Existing by coincidence, programming deliberately
Production outages are great at teaching you how not to cause production outages. I've caused plenty and hope that by sharing them publicly, it might help some people bypass part one of the production outage learning syllabus. Previously I discussed ways I've broken prod with PostgreSQL and with healthchecks. Now I'll show you how I've done it with Redis too.
For the record, I absolutely love Redis. It works brilliantly if you use it correctly. The gotchas that follow were all occasions when I didn't use it correctly.
Redis executes commands on a single thread, which means concurrency in your application layer creates contention as commands are queued on the server. In the normal course of things, this probably won't cause problems because Redis commands are typically very fast to execute. But at times of very high load or if commands are slow to finish, you will either see timeouts or latency spikes, depending how your connection pools are configured.
If you're particularly naive,
like I was on one occasion,
you'll exacerbate these failures
with some poorly-implemented application logic.
I wrote a basic session cache using GET
,
which fell back to a database query and SET
to populate the cache in the event of a miss.
Crucially,
it held onto the Redis connection
for the duration of that fallback condition
and allowed errors from SET
to fail the entire operation.
Increased traffic,
combined with a slow query in Postgres,
caused this arrangement to effectively DOS our Redis connection pool
for minutes at a time.
During these periods,
connections timed out across the board
and users were left staring at a generic fail page
instead of a working application.
The easiest way to handle concurrency in Redis is by sharding your data across multiple instances. There are various ways to do this.

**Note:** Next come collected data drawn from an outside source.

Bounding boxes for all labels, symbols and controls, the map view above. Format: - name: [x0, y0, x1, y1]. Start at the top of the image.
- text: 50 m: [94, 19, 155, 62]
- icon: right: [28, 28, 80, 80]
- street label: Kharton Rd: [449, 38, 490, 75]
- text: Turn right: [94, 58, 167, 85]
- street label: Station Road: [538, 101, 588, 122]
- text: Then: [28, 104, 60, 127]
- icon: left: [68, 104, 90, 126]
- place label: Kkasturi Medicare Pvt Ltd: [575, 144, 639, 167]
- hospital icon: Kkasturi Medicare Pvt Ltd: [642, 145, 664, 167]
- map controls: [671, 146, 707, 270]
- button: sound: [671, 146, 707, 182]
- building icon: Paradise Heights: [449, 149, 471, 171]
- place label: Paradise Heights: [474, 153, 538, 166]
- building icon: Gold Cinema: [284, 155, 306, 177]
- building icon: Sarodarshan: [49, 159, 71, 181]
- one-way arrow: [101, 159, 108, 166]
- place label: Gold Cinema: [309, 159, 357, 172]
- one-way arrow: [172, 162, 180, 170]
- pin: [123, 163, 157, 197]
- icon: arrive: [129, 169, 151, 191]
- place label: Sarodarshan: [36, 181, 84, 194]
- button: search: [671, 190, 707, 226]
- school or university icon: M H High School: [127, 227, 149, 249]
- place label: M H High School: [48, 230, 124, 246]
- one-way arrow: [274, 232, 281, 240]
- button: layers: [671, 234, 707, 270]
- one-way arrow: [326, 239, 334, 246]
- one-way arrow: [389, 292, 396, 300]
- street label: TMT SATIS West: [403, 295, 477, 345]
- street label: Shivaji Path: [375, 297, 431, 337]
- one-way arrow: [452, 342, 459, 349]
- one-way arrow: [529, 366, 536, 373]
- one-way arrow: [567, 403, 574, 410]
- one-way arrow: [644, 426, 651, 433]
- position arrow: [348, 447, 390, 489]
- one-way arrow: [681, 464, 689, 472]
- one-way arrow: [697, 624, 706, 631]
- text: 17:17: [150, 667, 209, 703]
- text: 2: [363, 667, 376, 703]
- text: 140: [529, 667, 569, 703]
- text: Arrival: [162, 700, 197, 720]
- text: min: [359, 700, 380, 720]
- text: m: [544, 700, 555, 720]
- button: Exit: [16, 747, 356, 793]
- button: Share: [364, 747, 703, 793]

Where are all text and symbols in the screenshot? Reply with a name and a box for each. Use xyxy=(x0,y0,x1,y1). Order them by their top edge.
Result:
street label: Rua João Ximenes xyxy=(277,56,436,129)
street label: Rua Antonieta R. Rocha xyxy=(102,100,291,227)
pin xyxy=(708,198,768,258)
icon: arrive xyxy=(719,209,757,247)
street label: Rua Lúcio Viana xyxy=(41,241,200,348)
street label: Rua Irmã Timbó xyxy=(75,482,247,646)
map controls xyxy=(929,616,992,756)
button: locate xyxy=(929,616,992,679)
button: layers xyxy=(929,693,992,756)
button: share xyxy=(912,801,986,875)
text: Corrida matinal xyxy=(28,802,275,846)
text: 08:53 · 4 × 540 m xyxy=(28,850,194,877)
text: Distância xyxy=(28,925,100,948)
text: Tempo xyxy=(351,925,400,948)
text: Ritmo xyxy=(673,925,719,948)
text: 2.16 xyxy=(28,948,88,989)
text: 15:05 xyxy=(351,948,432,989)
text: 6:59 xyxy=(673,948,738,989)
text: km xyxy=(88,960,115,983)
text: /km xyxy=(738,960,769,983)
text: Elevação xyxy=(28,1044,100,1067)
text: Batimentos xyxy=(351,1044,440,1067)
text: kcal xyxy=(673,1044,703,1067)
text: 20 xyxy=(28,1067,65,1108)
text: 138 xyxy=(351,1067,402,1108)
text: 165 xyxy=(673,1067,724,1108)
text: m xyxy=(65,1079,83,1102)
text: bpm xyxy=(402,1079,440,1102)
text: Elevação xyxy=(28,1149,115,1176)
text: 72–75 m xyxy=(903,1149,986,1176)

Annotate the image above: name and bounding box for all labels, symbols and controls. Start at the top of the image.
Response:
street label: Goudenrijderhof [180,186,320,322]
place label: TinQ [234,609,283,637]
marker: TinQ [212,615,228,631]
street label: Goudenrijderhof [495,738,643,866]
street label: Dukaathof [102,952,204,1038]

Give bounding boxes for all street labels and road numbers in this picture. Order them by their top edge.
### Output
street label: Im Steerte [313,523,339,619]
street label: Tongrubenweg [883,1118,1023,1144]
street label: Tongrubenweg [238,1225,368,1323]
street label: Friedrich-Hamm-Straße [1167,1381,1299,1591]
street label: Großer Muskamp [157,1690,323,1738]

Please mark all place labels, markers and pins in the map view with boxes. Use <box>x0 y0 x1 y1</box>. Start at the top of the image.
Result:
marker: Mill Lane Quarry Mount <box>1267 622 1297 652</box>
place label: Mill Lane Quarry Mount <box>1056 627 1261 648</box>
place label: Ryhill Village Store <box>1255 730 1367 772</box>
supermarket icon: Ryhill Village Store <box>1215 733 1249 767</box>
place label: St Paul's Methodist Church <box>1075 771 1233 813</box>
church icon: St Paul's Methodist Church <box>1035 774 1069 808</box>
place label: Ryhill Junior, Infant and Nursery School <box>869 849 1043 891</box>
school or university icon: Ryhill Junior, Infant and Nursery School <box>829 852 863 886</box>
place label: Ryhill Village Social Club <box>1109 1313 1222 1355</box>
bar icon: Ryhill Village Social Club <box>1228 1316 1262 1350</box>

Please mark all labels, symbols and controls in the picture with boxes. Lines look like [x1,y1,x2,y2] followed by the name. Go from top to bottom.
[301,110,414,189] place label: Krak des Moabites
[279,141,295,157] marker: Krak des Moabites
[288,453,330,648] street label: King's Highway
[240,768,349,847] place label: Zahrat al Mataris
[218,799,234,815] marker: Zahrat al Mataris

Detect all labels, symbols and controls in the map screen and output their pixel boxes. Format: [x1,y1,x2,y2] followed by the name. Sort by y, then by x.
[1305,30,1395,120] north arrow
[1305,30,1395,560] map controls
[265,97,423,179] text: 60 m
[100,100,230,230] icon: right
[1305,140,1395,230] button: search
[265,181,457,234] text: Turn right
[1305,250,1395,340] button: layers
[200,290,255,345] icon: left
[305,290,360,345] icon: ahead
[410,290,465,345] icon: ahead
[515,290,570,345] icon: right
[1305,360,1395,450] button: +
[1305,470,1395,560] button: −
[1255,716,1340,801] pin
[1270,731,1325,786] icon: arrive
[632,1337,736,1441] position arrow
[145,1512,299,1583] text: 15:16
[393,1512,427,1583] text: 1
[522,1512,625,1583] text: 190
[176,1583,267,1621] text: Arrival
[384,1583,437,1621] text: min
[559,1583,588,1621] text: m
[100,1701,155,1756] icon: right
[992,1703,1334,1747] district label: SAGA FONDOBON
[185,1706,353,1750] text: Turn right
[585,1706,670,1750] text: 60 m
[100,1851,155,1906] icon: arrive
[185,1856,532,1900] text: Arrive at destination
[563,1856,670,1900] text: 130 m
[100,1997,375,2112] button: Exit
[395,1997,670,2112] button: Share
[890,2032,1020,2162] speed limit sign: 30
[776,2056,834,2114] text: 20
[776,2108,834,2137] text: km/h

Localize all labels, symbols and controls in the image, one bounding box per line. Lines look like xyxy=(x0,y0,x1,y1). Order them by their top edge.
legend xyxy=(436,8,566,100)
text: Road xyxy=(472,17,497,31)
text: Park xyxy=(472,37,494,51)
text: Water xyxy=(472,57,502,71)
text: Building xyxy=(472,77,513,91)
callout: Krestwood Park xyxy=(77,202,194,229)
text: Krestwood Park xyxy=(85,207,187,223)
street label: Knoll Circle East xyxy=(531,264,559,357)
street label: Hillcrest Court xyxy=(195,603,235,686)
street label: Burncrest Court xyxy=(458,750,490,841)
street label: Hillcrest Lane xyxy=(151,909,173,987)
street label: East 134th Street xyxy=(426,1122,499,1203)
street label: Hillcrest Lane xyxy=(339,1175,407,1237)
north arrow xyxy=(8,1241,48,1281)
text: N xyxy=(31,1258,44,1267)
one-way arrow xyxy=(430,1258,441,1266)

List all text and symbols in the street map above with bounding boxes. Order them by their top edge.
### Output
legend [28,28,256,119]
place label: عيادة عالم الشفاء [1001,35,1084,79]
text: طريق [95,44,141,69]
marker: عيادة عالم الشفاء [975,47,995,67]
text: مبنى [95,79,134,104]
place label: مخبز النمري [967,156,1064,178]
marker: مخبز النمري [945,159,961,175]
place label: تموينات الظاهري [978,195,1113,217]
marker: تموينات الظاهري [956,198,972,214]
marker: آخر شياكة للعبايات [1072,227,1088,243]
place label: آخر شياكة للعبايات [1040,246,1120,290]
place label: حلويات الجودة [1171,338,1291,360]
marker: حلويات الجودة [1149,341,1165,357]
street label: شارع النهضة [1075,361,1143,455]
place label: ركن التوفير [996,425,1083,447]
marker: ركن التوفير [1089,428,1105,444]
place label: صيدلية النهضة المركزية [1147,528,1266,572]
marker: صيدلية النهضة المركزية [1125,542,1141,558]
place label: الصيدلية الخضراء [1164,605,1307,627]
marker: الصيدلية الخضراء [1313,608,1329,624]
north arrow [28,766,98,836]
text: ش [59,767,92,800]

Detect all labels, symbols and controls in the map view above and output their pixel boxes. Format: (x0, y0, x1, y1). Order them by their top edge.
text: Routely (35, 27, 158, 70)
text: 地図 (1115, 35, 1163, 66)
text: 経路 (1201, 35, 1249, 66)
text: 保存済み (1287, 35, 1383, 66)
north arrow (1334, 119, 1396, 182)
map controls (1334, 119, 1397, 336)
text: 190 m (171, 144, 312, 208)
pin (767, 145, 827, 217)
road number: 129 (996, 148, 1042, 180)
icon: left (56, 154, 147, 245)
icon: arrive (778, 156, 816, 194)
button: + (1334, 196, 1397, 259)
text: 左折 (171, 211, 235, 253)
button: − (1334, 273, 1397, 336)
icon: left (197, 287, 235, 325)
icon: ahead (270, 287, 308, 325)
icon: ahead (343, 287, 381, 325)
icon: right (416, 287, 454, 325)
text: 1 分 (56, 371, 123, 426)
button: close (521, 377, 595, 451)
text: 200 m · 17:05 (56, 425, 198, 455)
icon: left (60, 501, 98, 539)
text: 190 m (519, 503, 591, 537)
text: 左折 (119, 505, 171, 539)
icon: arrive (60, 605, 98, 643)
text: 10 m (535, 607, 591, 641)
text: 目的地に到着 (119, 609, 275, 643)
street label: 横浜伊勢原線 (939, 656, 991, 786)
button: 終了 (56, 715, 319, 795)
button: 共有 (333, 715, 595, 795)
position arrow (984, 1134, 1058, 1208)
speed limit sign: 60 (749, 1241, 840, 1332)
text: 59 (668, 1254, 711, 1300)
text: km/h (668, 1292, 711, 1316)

If your application contains a few functionally-separate Redis abstractions, you might want to manually shard data from each of those functional areas to its own instance. This approach allows you to vary configuration options like eviction policy by functional area too. The downside is that if any one area gets too heavy, you're back to where you started in terms of needing to shard again.
Alternatively, to shard your data more generally across multiple instances, you can use Redis Cluster. For the most part this lets you forget about how sharding is implemented, unless you're using multi-key commands, transactions or lua scripts. If you do have any of those, you must ensure that all keys per command/transaction/script resolve to the same shard by using hash tags. A hash tag is just a substring of the key, delineated by opening and closing curly braces.
Redis Cluster may not be available in your deployment environment, for instance if you're using GCP Memorystore. In that case, you could shard your keyspace manually of course. But there are a couple of automated options still available too. Twemproxy and Codis are 3rd-party, open source proxies that you can stand up in front of your Redis instances to handle sharding for you.
Redis supports Lua scripts (before version 7) and functions (version 7 onwards) for logic that needs to run atomically. They're especially useful when you need to combine commands conditionally or in a loop. But because of Redis' single-threaded nature, you should pay attention to how long these scripts take to execute. Loops in particular can get out of hand if you're not careful.
I made this mistake when implementing a cache for a permissions graph. In our model permissions cascaded down the graph, so I incorporated a secondary store for each node as a sorted set, populated with the ids of its ancestors. That allowed us to remove entire subgraphs in one operation, because modifying permissions on any node meant modifying permissions on all its ancestors too. This worked well for a long time, but as more features were gradually added to the product the size of the subgraphs increased. And each of those increases had a compound effect because it also increased the number of events invalidating the cache. Eventually we reached a point where individual loops in our Lua script were running thousands of iterations and we began to notice latency spikes in monitoring. At times of particularly heavy traffic it caused timeouts on our Redis connection pool as commands got stuck waiting to be scheduled.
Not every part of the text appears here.